401(k) Rollovers: Still a $12 Trillion Deal?

Is the 401(k) rollover tsunami still on track to hit?
Is the 401(k) rollover tsunami still on track to hit?

Talk of a 401(k) rollover storm, tsunami, surge (whatever the metaphor) hits fever pitch and the federal government’s solution is to inject more electrically-charged air.

The DOL’s final fiduciary rule adds more confusion and uncertainty to an already confusing and uncertain situation. So how, specifically, will it affect rollovers out of the 401(k) plan?

The Wall Street Journal says they could “slow to a trickle,” as the new rule will make it harder for advisors to recommend a 401(k) to IRA rollover upon a participant’s retirement, and they will have to clearly document why it is in a client’s best interest to do so.

“We’ll definitely see fewer rollovers,” says Jason Roberts, a pension-law attorney and chief executive of Pension Resource Institute, a compliance consulting firm.

Not so fast. Cerulli Associates “does not anticipate a slowdown in rollover activity in the foreseeable future,” and is sticking with its original prediction that total IRA assets will hit $11.7 trillion by 2020.

The reason, according to the Boston-based research and consulting firm, is that “Broker-dealers are prepared and certain 401(k)s don’t allow for partial withdrawals. This combination of preparation and need should mean a continual flow of rollover business no matter DOL action.”

So which is it?

While acknowledging it’s “hard to say,” Washington-watcher Skip Schweiss sides with the former.

“There are an awful lot of financial advisors out there (and I’m using that term broadly; brokers, insurance agents, etc.) that have 40 percent to 50 percent of their books in rollovers,” says Schweiss, managing director of advisor advocacy and industry affairs for TD Ameritrade Institutional, as well as head of the firm’s retirement plan services. “They’ll have to have greater care in selling [the value-proposition of] their businesses and justifying those rollovers. For better or worse, rollovers are often a vehicle for products sold, and they’re going to be hard-pressed to say their clients are better off in the rollover than they are in 401(k) plan.”

Of course, he notes it’s not all apples-to-apples and focused just on fees.
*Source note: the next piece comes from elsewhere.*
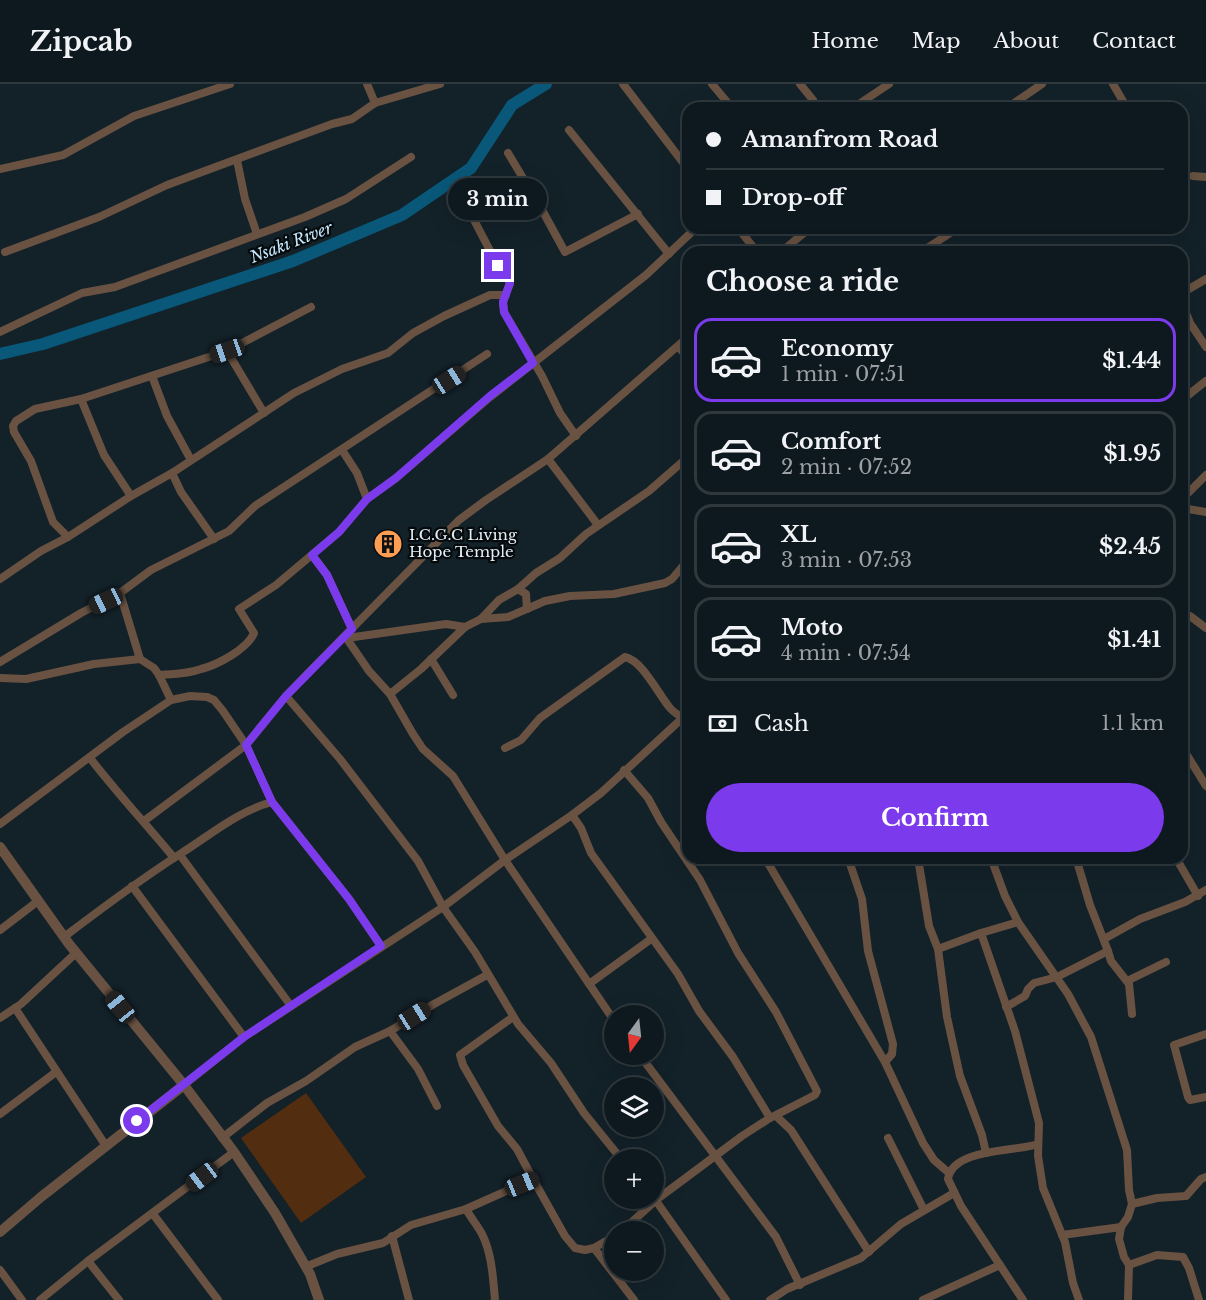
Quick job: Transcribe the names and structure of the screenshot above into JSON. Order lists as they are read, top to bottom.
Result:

RIAs in particular can provide a greater level of service than participants are getting in the 401(k) plan; for instance, with holistic financial planning that can justify the rollover activity.

“There is an argument to keep the retired employees assets in the plan in order to take advantage of break points and economies of scale, but that will really be up to the individual plan sponsor. Some will say they don’t want to wake up in 10 years and have to try and track the retiree down, so just get it out of there now.”

He adds a stark piece of advice, especially for “RIAs that haven’t been paying attention.”

“I read a piece written by an RIA that said, ‘Well, it will just be a few more pieces of paperwork. No big deal.’ I beg to differ. This is an ERISA regulation, and a fiduciary is not a fiduciary is not a fiduciary. By that I mean we’ve had all this talk about fiduciary for years, and there’s the ’40 Act definition of fiduciary versus ERISA. Bottom-line: RIAs will have to up their game.”

Advisor Alex Assaley agrees, and sees it as a refreshing development for the industry overall.

“401(k) advisors will need to decide if they want to provide individual advice at the participant level. If so, there are ways for them to act as fiduciaries on the plan and still handle the rollover as long as the differences in the cost structure, services provided and the benefits of doing so are clear and transparent,” Assaley, managing principal and lead advisor with AFS 401(k) Retirement Services and a young Turk of retirement planning, explains.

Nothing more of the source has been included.